TOPLINE Shares of Coinbase, the nation’s largest crypto exchange, skyrocketed nearly 60% within minutes of their public-market debut on Wednesday, propelling the nine-year-old company’s market capitalization to more than 12 times its last private valuation of $8 billion in 2018 and marking another instance of booming demand lifting the still-nascent cryptocurrency space to meteoric highs.
Listed on the Nasdaq exchange under the ticker COIN, shares started trading at about 1:30 p.m. EDT Wednesday and immediately surged to a price of more than $398, eclipsing the $250 reference price set on Tuesday.
The soaring stock price boosted the firm’s market capitalization to roughly $105 billion, making Coinbase one of the 100 most valuable publicly traded companies in the United States and more valuable than both New York Stock Exchange parent Intercontinental Exchange and Nasdaq Inc.—combined.
Eschewing the traditional initial public offering that enlists investment banks as intermediaries and underwriters to sell shares ahead of trading, San Francisco-based Coinbase opted instead for a direct listing, selling 114.9 million shares on Wednesday directly to the public.
“I wanted there to be just a true market on day one that set the price, not something that was set behind closed doors,” Coinbase’s billionaire CEO, Brian Armstrong, said on CNBC Wednesday, calling the direct listing “more true to the ethos of crypto.”
Ahead of its listing, Coinbase reported first-quarter revenue that climbed nearly 900% from $190.6 million in the same period last year, blowing past the $585 million it nabbed in the fourth quarter.

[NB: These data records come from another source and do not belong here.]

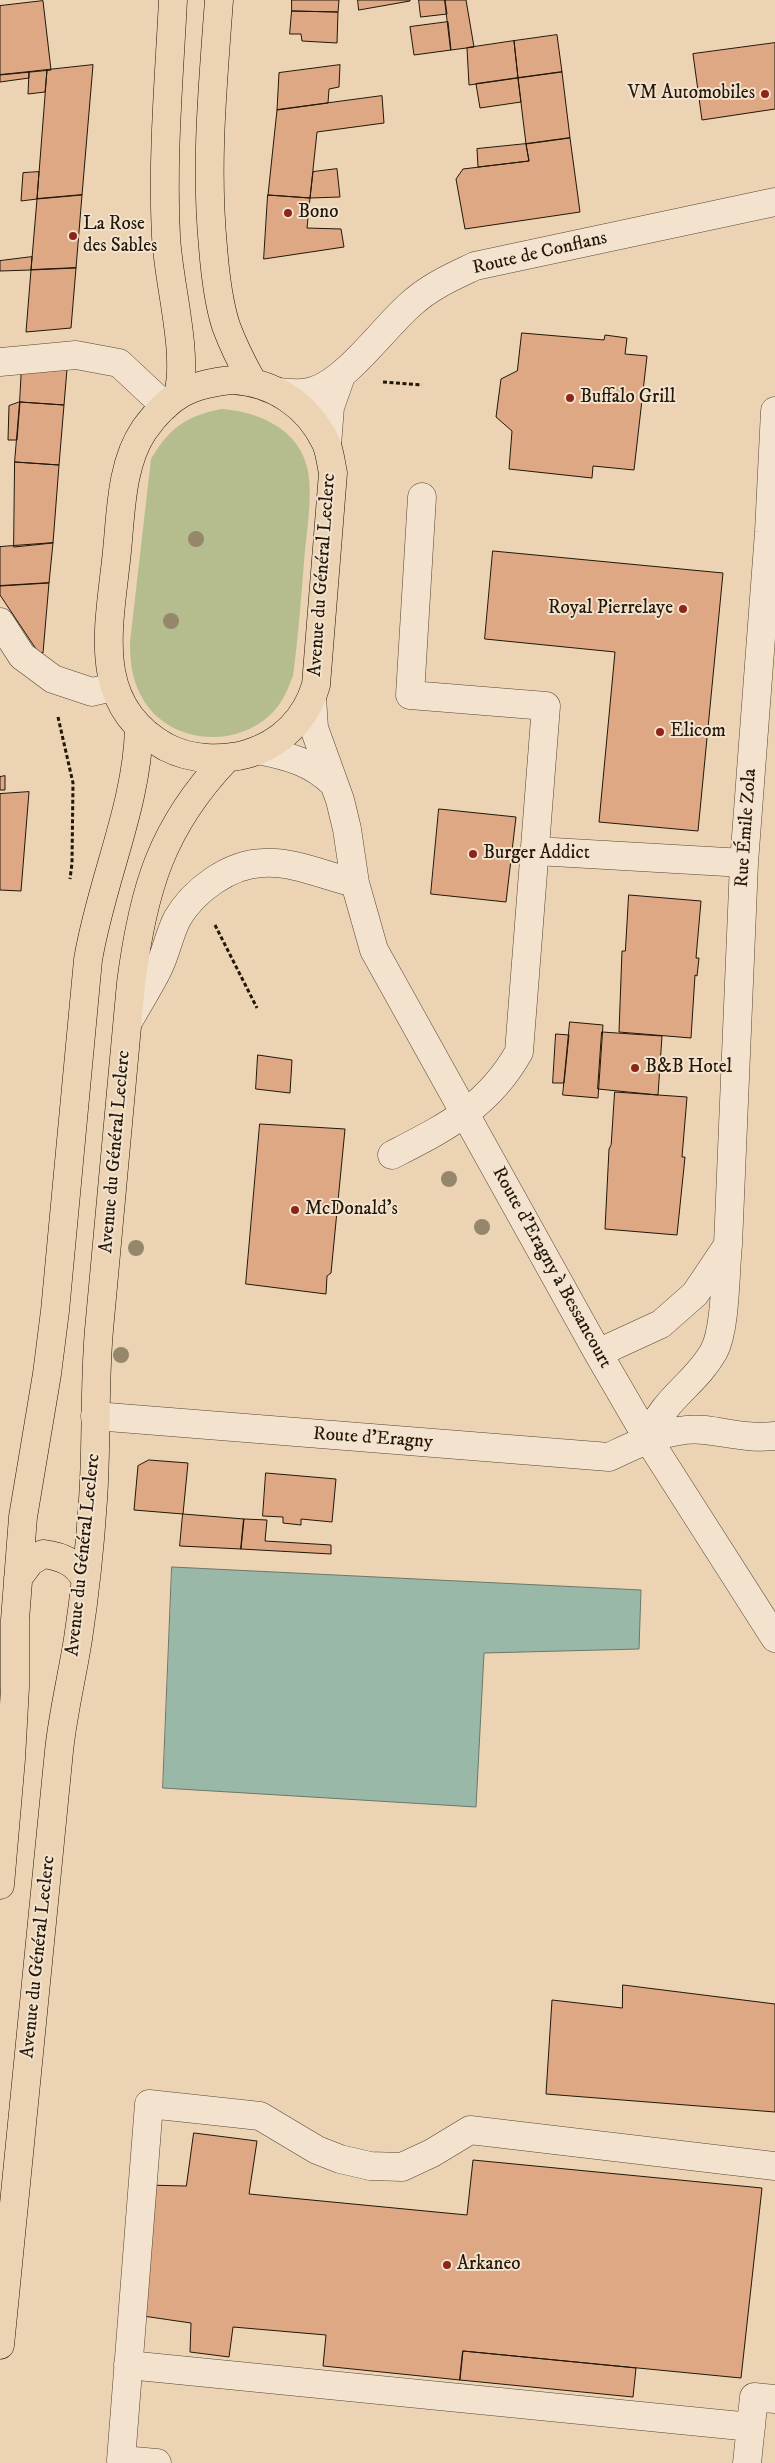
<!DOCTYPE html>
<meta charset="utf-8">
<style>
body{margin:0}
canvas{display:block;background:#ebd3b3}
</style>
<canvas width="775" height="2463"></canvas>
<script>
const ctx = document.querySelector('canvas').getContext('2d');
ctx.lineJoin = 'round';
function fill(path, color) { ctx.fillStyle = color; ctx.fill(path, 'evenodd'); }
function trace(path, color, width, dash) { ctx.strokeStyle = color; ctx.lineWidth = width; ctx.lineCap = dash ? 'butt' : 'round'; ctx.setLineDash(dash || []); ctx.stroke(path); }
function drawText(font, color, halo, rows, align = 'center') {
  ctx.font = font + ' "IM FELL DW Pica",serif'; ctx.lineWidth = 4; ctx.setLineDash([]); ctx.textBaseline = 'middle'; ctx.strokeStyle = halo; ctx.fillStyle = color; for (const [text, x, y, turn = 0] of rows) {
    ctx.save(); ctx.translate(x, y); ctx.rotate((+turn || 0) * Math.PI / 180); ctx.textAlign = isNaN(turn) ? turn : align; if (halo) ctx.strokeText(text, 0, 0); ctx.fillText(text, 0, 0); ctx.restore();
  }
}
fill(new Path2D(`
 M222 409C259 412 300 429 308 471 313 500 306 533 304 562 301 600 298 639 293 676 287 691 282 704 270 715 234 749 170 743 144 701 132 682 130 663 130 642L151 459C170 427 186 416 222 409Z`), '#b5bd8e');
const water = new Path2D(`
 M172 1567 641 1590 639 1649 484 1653 476 1807 163 1788Z`);
fill(water, '#99b8a8');
trace(water, '#6a7868', 1);
const building = new Path2D(`
 M292 0H339L338 12 292 11Z
 M358 0H410V1L359 10Z
 M419 0H445L447 14 421 17Z
 M445 0H466L474 47 451 50Z
 M43 1 51 70 0 75V6Z
 M292 11 338 12 337 43 302 41 301 34H290Z
 M448 22 451 50 414 55 410 27Z
 M557 35 562 72 518 78 514 41Z
 M514 41 518 78 469 85 467 48Z
 M775 43V109L702 120 693 54Z
 M93 65 82 195 37 199 47 70Z
 M340 65 339 87 329 89 328 103 277 110 279 73Z
 M47 70 45 92 28 94 29 72Z
 M29 72V78L0 82V75Z
 M562 72 570 138 526 144 518 78Z
 M518 78 521 102 480 108 476 84Z
 M382 96 384 123 317 132 310 198 268 195 277 110Z
 M570 138 580 212 465 229 456 179 463 169 529 161 526 144Z
 M526 144 529 161 478 167 477 149Z
 M337 169 340 197 310 198 313 172Z
 M39 172 37 199 21 201 23 173Z
 M82 195 76 268 31 270 37 199Z
 M268 195 310 198 307 228 341 229 344 247 264 259Z
 M32 257 31 270 0 271V261Z
 M76 268 71 328 26 332 31 270Z
 M522 333 604 340 605 335 627 338 625 354 647 356 634 470 593 466 592 478 509 469 512 431 496 417 501 379 517 371Z
 M22 365 67 369 64 405 20 402Z
 M20 402 17 440H8L9 406Z
 M20 402 64 405 59 465 15 462Z
 M15 462 59 465 53 543 14 547Z
 M53 543 49 583 0 586V547Z
 M493 551 723 573 698 831 599 822 615 652 485 639Z
 M49 583 43 653 38 652 0 595V586Z
 M5 776V790H0V777Z
 M29 792 21 891 0 890V794Z
 M439 809 516 817 506 902 431 894Z
 M629 895 701 901 696 958H699L697 976 695 975 691 1038 619 1032 622 951H625Z
 M570 1022 603 1025 598 1098 563 1095Z
 M602 1032 662 1036 658 1095 598 1089Z
 M556 1034 569 1035 564 1083H553Z
 M258 1055 292 1060 290 1093 256 1089Z
 M615 1092 687 1097 682 1157H685L677 1235 605 1229 609 1149 611 1145Z
 M260 1124 345 1129 331 1273 327 1276 326 1294 246 1284Z
 M149 1460 188 1463 183 1514 134 1510 138 1466Z
 M266 1473 336 1479 332 1522 301 1519V1525L283 1523V1517L263 1516Z
 M183 1514 244 1519 241 1549 180 1546Z
 M244 1519 267 1520 265 1541 331 1545V1554L241 1549Z
 M623 1985 775 2004V2112L546 2094 552 2000 622 2008Z
 M194 2133 257 2141 249 2194 467 2215 473 2160 762 2188 741 2378 463 2351 460 2380 323 2366 326 2335 233 2327 229 2357 190 2352 191 2323 136 2315 146 2185 186 2186Z
 M463 2351 636 2368 633 2397 460 2380Z`);
fill(building, '#dea885');
trace(building, '#231708', 1);
const minor = new Path2D(`
 M0 362 76 355 119 363 165 406
 M279 392C290 393 302 395 313 391 347 381 384 327 412 303 431 286 452 277 475 266L775 202
 M327 445 330 407 341 376
 M0 622 22 656 53 679 92 692 113 687
 M312 697 314 728 340 800 347 829 355 883 374 950 598 1353 648 1439 775 1638
 M258 750C288 756 312 762 334 784
 M536 851 744 863
 M128 1022C138 1004 149 987 158 969 166 953 169 935 177 919 193 891 229 864 263 863 294 861 325 876 355 883
 M392 1155C446 1127 488 1107 519 1052L546 706 410 695 422 497
 M728 1245 744 863 769 532 775 411
 M598 1353 661 1324 695 1294 728 1245C725 1272 726 1328 714 1351 695 1385 663 1398 648 1439
 M95 1416 609 1457C639 1443 672 1426 705 1430 729 1433 751 1439 775 1436
 M128 2365 751 2427
 M157 2463 121 2460 149 2104 260 2116 317 2150 340 2159 370 2166 402 2167 432 2153 470 2130 775 2166
 M747 2463 754 2397 775 2399`);
const major = new Path2D(`
 M173 0C169 79 162 157 166 236 168 282 189 353 178 394
 M219 0C213 83 205 164 213 247 215 273 218 301 226 326 233 345 242 363 252 381
 M232 380C273 382 308 405 326 443 330 452 331 464 333 473L316 685C306 719 281 744 247 754 221 761 191 760 166 747 88 704 110 624 117 551 121 512 121 464 144 430 169 395 190 384 232 380Z
 M18 1578 30 1562 43 1554C61 1556 76 1562 85 1579
 M0 1885 11 1759 15 1687V1620L23 1517 47 1374 55 1311 88 960C101 881 137 807 139 728
 M0 2345 59 1751C63 1713 72 1677 78 1639 85 1593 90 1546 93 1500 97 1443 94 1386 99 1330L131 983C143 890 161 827 227 758`);
trace(minor, '#554633', 29);
trace(major, '#231708', 29);
trace(new Path2D(`
 M383 382 422 385
 M58 717 73 783 72 863 70 879
 M215 925 257 1008`), '#231708', 3, [4, 2.5]);
trace(minor, '#f2e2ce', 28);
trace(major, '#ebd3b3', 28);
ctx.fillStyle = '#95876b';
for (const [x, y] of [
 [196,539],
 [171,621],
 [449,1179],
 [482,1227],
 [136,1248],
 [121,1355]
]) { ctx.beginPath(); ctx.arc(x, y, 8, 0, 2 * Math.PI); ctx.fill(); }
for (const [x, y, r, color] of [
 [765,94,5,"#8f2418"],
 [288,213,5,"#8f2418"],
 [73,236,5,"#8f2418"],
 [570,398,5,"#8f2418"],
 [683,609,5,"#8f2418"],
 [660,732,5,"#8f2418"],
 [473,854,5,"#8f2418"],
 [635,1068,5,"#8f2418"],
 [295,1210,5,"#8f2418"],
 [447,2265,5,"#8f2418"]
]) { const dot = new Path2D(); dot.arc(x, y, r, 0, 2 * Math.PI); ctx.fillStyle = color; ctx.fill(dot); trace(dot, '#f2e2ce', 2); }
drawText('19px', '#231708', '#f2e2ce', [
 ["VM Automobiles",755,94,"right"],
 ["Bono",298,213],
 ["La Rose",83,225],
 ["des Sables",83,247],
 ["Buffalo Grill",580,398],
 ["Royal Pierrelaye",673,609,"right"],
 ["Elicom",670,732],
 ["Burger Addict",483,854],
 ["B&B Hotel",645,1068],
 ["McDonald's",305,1210],
 ["Arkaneo",457,2265]
], 'left');
drawText('19px', '#231708', '#f2e2ce', [
 ["Route de Conflans",540,254,-13],
 ["Avenue du Général Leclerc",323,575,-86],
 ["Rue Émile Zola",747,828,-86],
 ["Avenue du Général Leclerc",116,1152,-85],
 ["Route d'Eragny à Bessancourt",551,1268,61],
 ["Route d'Eragny",373,1439,4],
 ["Avenue du Général Leclerc",84,1555,-84],
 ["Avenue du Général Leclerc",39,1957,-84]
]);
</script>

Update 5 p.m. EDT: Coinbase shares closed Wednesday at a price of roughly $328, up 31% from the reference price and giving Coinbase a market capitalization of about $86 billion.

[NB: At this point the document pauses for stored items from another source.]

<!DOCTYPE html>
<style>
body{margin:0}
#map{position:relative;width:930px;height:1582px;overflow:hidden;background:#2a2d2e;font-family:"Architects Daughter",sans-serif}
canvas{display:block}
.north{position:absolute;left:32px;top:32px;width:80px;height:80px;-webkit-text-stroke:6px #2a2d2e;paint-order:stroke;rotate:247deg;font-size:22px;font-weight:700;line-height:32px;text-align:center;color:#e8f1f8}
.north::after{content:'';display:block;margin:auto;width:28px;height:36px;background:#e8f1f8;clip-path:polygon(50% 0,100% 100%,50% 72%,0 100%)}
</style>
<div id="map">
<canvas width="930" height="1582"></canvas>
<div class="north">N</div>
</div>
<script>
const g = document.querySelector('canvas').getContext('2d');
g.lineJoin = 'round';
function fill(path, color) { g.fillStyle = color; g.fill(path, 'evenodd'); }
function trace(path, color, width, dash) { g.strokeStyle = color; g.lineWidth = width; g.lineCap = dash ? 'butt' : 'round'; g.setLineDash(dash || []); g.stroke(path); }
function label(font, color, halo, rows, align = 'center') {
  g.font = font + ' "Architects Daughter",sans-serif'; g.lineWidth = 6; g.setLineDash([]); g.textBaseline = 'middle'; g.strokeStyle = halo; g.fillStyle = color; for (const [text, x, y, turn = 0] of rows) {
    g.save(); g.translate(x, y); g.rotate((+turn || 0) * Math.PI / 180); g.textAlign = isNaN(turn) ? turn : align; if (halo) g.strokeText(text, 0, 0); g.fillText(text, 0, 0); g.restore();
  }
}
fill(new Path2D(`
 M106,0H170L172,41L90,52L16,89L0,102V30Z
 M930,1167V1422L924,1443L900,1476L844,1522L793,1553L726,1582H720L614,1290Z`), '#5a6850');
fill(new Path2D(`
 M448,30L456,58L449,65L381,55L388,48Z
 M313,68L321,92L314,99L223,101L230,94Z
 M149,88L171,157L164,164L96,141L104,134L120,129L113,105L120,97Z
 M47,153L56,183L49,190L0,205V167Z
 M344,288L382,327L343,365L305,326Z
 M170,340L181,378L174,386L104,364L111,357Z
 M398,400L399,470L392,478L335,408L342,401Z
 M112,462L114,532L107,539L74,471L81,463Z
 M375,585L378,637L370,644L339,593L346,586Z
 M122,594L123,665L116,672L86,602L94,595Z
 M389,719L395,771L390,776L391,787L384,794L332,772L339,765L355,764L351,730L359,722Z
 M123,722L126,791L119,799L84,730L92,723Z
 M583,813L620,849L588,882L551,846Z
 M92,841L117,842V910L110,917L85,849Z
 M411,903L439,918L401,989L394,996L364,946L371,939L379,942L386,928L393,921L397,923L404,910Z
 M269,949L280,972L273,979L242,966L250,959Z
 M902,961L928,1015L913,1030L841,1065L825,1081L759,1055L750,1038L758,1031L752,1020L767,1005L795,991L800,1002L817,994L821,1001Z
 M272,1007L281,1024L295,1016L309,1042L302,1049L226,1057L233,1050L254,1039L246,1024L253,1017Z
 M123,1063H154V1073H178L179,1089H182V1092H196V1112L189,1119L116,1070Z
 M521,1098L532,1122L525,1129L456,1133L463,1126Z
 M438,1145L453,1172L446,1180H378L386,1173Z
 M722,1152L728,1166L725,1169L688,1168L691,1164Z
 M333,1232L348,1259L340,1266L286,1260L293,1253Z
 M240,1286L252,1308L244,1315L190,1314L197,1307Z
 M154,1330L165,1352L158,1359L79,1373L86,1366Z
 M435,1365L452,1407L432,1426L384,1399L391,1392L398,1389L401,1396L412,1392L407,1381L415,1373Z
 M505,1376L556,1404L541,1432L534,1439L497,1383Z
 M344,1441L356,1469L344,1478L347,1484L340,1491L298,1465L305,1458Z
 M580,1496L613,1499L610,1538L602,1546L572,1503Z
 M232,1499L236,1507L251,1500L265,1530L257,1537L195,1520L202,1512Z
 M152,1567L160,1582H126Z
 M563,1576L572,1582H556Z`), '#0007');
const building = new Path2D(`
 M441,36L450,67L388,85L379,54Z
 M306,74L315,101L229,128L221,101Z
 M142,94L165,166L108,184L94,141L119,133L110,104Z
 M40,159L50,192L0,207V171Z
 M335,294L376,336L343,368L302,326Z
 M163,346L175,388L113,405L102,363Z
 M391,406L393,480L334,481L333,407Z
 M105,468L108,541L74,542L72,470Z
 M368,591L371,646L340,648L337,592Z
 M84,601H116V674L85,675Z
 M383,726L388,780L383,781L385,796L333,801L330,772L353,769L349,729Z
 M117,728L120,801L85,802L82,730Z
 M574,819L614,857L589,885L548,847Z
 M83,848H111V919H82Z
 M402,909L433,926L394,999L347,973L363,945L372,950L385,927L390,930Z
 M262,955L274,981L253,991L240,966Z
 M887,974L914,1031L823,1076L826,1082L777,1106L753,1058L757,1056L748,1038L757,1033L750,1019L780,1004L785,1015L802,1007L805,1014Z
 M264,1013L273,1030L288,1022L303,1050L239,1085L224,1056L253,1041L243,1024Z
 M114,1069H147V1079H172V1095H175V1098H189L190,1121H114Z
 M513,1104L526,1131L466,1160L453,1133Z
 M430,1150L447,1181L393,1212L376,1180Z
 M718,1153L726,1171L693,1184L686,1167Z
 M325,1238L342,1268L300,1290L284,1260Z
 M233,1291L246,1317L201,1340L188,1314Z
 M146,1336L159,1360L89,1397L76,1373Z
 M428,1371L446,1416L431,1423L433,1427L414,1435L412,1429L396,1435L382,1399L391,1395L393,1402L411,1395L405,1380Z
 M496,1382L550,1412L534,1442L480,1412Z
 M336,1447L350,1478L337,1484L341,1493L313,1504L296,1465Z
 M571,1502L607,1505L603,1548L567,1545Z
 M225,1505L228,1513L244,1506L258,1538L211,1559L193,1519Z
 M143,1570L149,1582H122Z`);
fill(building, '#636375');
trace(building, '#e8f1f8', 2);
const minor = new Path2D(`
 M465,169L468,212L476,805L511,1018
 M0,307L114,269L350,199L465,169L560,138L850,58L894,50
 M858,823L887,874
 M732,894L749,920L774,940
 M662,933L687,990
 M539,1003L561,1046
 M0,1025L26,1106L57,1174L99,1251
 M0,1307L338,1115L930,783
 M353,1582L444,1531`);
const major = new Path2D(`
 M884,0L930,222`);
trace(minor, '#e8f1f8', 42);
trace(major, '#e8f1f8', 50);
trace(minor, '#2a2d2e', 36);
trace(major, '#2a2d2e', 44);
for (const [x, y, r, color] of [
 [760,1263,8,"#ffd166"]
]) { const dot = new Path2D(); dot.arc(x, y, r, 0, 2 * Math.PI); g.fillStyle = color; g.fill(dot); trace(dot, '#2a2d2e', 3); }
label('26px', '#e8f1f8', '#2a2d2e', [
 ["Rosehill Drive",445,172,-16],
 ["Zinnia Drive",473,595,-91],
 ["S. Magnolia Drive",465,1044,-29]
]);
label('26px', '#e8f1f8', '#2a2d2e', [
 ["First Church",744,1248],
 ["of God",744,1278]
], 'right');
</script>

“The Coinbase [listing] is a watershed moment and historical event for the crypto industry and something Wall Street will be laser-focused on to gauge investor appetite going forward,” Wedbush Analyst Dan Ives said in a Wednesday morning note to clients, calling Coinbase a “barometer” for growing mainstream [crypto] adoption.
Coinbase’s foray into the public market comes after a massive year of growth for cryptocurrencies, fueled by inflationary concerns and heightened institutional adoption. Morgan Stanley and Goldman Sachs started offering cryptocurrency to their wealthy clients just last month, and companies like Tesla, MicroStrategy and payments fintech Square have purchased billions of dollars of bitcoin as a means to diversify their largely U.S. dollar-based balance sheets. Up a staggering 825% over the past year, bitcoin hit its latest high, of just under $65,000, early Wednesday morning. The total cryptocurrency market is worth more than $2.2 trillion.
“Even though Coinbase’s revenue surged over the past 12 months, the company has little to no chance of meeting the future profit expectations that are baked into its ridiculously high expected valuation of $100 billion,” says David Trainer, the CEO of investment research firm New Constructs. “The crypto markets are very young, and we expect many more companies to compete for the profits Coinbase enjoys today.”
Coinbase joins a growing rank of buzzy tech companies that have started trading over the past year—to varying degrees of fanfare. Gen-Z gaming platform Roblox, which similarly opted for a direct listing, jumped more than 50% on its first trading day in January and has since climbed about 6% higher. Airbnb and Doordash debuted in December, and both roughly doubled on their first day of trading, but Airbnb has jumped about 25% since then, while DoorDash has tanked 23%.
WHAT TO WATCH FOR
Crypto regulation. “With cryptocurrencies’ astronomical price jumps, and as they become increasingly embedded in the global financial system, investors must expect much greater government scrutiny,” Nigel Green, the CEO of $12 billion advisory deVere Group, said in a Wednesday note, adding that Coinbase’s direct listing will help the firm reach a wider investment base other than “the usual crypto evangelists.” Gary Gensler, a blockchain and cryptocurrency professor at the MIT Sloan School of Management, was confirmed as the Securities and Exchange Commission’s new chairman on Wednesday, and one SEC official has said he’s “sympathetic to the call for regulatory clarity” in the space.